» THE INPUT
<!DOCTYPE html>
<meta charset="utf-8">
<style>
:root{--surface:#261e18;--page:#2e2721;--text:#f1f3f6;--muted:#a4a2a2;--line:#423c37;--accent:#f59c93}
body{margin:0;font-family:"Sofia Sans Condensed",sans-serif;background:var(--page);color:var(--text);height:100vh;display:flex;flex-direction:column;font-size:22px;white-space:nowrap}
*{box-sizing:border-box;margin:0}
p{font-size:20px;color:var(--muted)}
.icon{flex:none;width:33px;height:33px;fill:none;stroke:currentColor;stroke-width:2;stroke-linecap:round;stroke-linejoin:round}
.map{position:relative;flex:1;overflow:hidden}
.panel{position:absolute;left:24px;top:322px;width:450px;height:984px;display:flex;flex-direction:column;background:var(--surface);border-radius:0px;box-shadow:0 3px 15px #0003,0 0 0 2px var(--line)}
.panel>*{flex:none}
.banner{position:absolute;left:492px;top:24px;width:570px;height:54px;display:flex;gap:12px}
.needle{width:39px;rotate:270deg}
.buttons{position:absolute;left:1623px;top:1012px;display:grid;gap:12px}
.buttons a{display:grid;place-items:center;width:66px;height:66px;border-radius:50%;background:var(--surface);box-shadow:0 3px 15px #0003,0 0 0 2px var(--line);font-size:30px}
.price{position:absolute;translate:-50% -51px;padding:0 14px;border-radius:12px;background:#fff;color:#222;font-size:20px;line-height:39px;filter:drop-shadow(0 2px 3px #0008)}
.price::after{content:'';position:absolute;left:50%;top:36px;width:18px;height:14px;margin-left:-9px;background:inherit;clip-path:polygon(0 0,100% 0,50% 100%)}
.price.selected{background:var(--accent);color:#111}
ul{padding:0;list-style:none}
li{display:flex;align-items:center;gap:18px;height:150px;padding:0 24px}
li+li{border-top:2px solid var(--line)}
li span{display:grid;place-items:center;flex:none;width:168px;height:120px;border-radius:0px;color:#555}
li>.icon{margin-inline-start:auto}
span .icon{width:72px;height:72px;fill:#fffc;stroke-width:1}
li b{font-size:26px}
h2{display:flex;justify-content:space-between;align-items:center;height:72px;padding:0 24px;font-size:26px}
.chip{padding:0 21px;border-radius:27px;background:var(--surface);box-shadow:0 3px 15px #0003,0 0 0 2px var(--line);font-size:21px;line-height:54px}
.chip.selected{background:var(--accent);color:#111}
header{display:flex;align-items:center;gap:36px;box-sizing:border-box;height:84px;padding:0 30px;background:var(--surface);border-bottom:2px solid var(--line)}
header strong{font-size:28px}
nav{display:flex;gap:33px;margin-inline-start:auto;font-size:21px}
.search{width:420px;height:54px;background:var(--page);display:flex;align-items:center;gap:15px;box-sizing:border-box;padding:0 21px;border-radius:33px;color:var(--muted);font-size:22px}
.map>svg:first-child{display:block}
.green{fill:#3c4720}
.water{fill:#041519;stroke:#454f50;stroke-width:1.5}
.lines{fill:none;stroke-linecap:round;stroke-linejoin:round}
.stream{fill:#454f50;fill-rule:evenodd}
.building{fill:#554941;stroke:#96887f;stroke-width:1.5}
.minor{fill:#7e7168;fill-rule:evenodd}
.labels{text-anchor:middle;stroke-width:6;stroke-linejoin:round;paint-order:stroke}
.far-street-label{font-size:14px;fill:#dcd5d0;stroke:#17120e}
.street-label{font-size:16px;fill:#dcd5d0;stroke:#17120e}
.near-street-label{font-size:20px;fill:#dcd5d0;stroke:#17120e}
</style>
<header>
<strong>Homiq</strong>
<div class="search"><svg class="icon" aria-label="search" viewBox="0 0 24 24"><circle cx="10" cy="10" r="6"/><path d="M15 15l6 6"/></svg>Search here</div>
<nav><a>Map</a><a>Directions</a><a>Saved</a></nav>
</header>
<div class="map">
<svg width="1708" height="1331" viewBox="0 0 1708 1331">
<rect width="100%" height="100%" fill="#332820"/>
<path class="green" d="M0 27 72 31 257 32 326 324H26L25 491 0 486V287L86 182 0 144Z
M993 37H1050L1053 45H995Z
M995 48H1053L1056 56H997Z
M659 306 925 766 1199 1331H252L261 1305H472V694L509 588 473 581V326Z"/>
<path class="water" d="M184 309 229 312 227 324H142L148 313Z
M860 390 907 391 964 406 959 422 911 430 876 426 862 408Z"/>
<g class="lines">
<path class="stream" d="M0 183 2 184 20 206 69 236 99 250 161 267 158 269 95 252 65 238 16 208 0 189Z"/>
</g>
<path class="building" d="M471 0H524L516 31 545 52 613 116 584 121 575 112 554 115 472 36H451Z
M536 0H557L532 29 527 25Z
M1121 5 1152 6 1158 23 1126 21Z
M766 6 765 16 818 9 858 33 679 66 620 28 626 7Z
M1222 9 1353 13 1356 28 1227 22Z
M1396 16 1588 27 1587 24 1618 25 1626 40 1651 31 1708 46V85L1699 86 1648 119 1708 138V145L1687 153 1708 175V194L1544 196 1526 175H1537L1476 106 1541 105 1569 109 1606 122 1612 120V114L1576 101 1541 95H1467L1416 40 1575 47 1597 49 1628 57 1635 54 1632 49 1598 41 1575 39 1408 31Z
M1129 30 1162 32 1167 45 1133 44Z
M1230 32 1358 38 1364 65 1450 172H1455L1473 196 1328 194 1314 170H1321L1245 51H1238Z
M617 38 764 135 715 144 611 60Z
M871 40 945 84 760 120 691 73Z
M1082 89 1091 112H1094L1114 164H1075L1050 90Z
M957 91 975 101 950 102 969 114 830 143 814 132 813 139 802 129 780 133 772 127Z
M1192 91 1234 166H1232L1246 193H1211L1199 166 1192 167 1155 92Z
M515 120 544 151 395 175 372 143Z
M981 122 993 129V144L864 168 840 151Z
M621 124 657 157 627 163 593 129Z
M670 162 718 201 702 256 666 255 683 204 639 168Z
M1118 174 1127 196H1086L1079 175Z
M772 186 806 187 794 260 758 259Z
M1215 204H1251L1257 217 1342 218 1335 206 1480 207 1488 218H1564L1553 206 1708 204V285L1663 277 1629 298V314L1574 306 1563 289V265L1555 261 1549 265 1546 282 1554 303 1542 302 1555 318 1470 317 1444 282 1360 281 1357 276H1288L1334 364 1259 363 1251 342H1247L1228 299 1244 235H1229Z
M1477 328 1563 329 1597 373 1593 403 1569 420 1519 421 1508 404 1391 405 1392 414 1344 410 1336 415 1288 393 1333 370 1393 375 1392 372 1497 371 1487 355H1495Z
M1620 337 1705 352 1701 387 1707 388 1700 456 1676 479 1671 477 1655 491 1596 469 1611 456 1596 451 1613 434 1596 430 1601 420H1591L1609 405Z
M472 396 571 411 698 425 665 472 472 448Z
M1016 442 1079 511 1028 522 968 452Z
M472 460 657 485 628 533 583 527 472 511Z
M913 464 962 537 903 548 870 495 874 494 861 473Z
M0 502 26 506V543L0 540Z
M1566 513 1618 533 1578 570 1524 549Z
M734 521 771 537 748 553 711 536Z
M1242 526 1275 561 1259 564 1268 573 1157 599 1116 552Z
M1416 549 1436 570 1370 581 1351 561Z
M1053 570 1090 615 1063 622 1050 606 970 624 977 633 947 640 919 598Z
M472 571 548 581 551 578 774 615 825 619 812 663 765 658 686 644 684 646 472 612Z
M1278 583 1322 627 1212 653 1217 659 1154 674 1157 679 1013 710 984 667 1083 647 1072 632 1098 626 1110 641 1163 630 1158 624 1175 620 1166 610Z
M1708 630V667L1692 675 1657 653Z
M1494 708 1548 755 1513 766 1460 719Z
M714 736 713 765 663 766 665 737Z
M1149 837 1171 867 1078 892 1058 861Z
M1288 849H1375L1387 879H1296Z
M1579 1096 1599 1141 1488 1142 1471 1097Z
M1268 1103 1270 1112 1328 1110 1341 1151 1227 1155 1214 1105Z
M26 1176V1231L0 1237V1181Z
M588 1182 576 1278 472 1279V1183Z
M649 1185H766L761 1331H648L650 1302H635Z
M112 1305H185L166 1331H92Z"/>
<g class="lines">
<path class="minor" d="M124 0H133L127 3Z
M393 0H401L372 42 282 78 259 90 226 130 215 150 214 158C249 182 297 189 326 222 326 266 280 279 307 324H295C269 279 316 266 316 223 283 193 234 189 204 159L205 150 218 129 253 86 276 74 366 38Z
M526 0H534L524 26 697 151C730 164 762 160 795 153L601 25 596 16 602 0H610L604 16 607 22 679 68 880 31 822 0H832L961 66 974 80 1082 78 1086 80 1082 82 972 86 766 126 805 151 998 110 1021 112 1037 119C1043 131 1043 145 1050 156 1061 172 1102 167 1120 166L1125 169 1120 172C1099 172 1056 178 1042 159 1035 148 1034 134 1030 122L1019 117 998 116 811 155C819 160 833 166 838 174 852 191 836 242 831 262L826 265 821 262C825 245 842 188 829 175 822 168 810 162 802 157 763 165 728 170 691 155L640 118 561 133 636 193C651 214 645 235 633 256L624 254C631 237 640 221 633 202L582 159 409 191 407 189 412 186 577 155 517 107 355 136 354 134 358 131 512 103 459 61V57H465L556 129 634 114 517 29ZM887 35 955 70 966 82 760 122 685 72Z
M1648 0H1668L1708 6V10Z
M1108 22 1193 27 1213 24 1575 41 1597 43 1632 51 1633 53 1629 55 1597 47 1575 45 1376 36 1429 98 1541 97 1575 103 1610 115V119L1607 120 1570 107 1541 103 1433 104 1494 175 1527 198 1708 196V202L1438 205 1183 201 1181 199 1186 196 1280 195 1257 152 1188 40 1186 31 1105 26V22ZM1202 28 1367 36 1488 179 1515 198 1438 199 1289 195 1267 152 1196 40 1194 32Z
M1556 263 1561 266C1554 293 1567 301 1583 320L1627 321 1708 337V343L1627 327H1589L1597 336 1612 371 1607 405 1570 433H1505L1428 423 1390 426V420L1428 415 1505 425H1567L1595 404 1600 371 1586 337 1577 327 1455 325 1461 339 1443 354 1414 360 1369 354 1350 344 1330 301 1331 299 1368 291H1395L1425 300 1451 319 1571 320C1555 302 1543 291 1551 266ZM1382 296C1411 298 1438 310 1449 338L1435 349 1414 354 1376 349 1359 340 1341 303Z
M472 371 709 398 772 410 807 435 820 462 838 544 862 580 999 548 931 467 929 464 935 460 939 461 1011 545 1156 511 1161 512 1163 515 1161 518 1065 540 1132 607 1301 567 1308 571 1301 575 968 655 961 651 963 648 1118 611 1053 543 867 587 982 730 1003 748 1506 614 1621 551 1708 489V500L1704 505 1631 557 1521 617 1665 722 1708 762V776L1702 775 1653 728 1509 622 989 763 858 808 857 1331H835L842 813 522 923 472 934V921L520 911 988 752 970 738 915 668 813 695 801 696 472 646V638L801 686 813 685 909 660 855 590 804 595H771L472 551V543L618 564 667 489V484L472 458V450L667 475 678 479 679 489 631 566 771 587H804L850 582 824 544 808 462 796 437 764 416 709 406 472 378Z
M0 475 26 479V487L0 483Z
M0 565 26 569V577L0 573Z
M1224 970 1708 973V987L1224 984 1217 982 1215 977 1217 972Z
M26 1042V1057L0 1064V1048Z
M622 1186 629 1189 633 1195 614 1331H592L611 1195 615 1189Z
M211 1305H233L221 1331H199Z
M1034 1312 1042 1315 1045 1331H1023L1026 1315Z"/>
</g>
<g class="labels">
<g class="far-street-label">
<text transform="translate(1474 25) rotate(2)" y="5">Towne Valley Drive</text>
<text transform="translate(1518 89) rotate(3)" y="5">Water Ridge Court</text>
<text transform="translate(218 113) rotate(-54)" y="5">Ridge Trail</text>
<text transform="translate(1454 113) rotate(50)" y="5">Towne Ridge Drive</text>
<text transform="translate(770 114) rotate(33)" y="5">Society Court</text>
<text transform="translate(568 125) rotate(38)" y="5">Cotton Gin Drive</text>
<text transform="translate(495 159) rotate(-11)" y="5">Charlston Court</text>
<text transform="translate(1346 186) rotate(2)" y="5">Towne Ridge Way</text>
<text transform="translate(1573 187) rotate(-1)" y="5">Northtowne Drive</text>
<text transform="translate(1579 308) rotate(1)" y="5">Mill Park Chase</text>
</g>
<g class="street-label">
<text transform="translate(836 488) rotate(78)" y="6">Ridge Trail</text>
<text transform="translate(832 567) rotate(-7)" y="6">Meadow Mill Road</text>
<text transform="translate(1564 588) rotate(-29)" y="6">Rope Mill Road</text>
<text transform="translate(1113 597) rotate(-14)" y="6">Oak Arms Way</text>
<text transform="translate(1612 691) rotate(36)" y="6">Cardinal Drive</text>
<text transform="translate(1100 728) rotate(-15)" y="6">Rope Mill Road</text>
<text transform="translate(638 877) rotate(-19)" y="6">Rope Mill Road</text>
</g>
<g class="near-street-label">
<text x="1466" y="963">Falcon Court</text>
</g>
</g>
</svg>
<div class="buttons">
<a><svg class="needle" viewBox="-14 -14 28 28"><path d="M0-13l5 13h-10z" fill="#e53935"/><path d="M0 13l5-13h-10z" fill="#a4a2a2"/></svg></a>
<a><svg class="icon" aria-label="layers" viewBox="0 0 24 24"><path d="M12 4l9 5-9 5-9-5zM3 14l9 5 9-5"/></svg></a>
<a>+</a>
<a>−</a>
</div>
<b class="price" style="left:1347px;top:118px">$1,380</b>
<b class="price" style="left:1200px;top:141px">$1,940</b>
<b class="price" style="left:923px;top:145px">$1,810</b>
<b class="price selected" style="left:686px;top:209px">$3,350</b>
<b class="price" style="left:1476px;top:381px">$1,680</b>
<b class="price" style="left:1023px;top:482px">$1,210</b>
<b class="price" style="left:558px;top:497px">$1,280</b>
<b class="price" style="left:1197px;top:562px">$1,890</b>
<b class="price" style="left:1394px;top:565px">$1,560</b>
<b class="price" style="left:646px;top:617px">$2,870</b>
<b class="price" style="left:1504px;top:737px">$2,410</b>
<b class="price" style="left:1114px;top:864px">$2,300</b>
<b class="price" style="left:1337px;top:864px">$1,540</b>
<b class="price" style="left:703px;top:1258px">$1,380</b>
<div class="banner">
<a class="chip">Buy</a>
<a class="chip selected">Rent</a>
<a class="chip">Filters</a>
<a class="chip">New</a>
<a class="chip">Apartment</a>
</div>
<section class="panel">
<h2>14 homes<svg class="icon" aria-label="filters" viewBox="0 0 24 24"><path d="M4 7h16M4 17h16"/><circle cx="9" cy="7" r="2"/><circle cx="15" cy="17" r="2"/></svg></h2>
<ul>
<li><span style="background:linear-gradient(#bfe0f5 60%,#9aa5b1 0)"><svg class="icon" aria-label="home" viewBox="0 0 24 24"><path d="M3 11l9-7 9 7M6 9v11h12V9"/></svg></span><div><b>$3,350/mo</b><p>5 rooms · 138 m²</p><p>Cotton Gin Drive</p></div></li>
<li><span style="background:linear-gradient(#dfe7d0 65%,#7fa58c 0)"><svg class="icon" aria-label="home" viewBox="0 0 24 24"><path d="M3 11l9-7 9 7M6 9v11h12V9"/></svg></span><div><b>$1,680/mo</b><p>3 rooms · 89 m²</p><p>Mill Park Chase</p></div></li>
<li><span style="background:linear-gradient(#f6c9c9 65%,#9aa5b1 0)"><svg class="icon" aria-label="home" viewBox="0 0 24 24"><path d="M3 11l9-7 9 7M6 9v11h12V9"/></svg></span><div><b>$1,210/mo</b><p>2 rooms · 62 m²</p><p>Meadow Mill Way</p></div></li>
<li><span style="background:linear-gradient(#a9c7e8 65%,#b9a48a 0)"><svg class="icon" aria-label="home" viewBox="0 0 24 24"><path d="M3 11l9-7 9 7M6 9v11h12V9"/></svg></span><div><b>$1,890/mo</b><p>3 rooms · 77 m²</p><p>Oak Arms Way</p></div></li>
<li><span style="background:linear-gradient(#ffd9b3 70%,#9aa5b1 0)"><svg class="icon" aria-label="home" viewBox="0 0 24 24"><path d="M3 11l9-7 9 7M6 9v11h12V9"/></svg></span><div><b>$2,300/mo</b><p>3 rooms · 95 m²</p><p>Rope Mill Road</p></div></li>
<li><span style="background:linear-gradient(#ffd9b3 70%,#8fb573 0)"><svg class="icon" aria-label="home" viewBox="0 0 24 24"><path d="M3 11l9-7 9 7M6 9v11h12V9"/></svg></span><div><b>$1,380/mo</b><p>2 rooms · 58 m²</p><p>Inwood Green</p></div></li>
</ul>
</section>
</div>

» EXERCISE DESCRIPTION
Write out exactly the lines above between the line with "M1016 442 1079 511 1028 522 968 452Z" and the line with "M393 0H401L372 42", inclusive, and nothing beyond them.

» RESULT OF THE TASK
M1016 442 1079 511 1028 522 968 452Z
M472 460 657 485 628 533 583 527 472 511Z
M913 464 962 537 903 548 870 495 874 494 861 473Z
M0 502 26 506V543L0 540Z
M1566 513 1618 533 1578 570 1524 549Z
M734 521 771 537 748 553 711 536Z
M1242 526 1275 561 1259 564 1268 573 1157 599 1116 552Z
M1416 549 1436 570 1370 581 1351 561Z
M1053 570 1090 615 1063 622 1050 606 970 624 977 633 947 640 919 598Z
M472 571 548 581 551 578 774 615 825 619 812 663 765 658 686 644 684 646 472 612Z
M1278 583 1322 627 1212 653 1217 659 1154 674 1157 679 1013 710 984 667 1083 647 1072 632 1098 626 1110 641 1163 630 1158 624 1175 620 1166 610Z
M1708 630V667L1692 675 1657 653Z
M1494 708 1548 755 1513 766 1460 719Z
M714 736 713 765 663 766 665 737Z
M1149 837 1171 867 1078 892 1058 861Z
M1288 849H1375L1387 879H1296Z
M1579 1096 1599 1141 1488 1142 1471 1097Z
M1268 1103 1270 1112 1328 1110 1341 1151 1227 1155 1214 1105Z
M26 1176V1231L0 1237V1181Z
M588 1182 576 1278 472 1279V1183Z
M649 1185H766L761 1331H648L650 1302H635Z
M112 1305H185L166 1331H92Z"/>
<g class="lines">
<path class="minor" d="M124 0H133L127 3Z
M393 0H401L372 42 282 78 259 90 226 130 215 150 214 158C249 182 297 189 326 222 326 266 280 279 307 324H295C269 279 316 266 316 223 283 193 234 189 204 159L205 150 218 129 253 86 276 74 366 38Z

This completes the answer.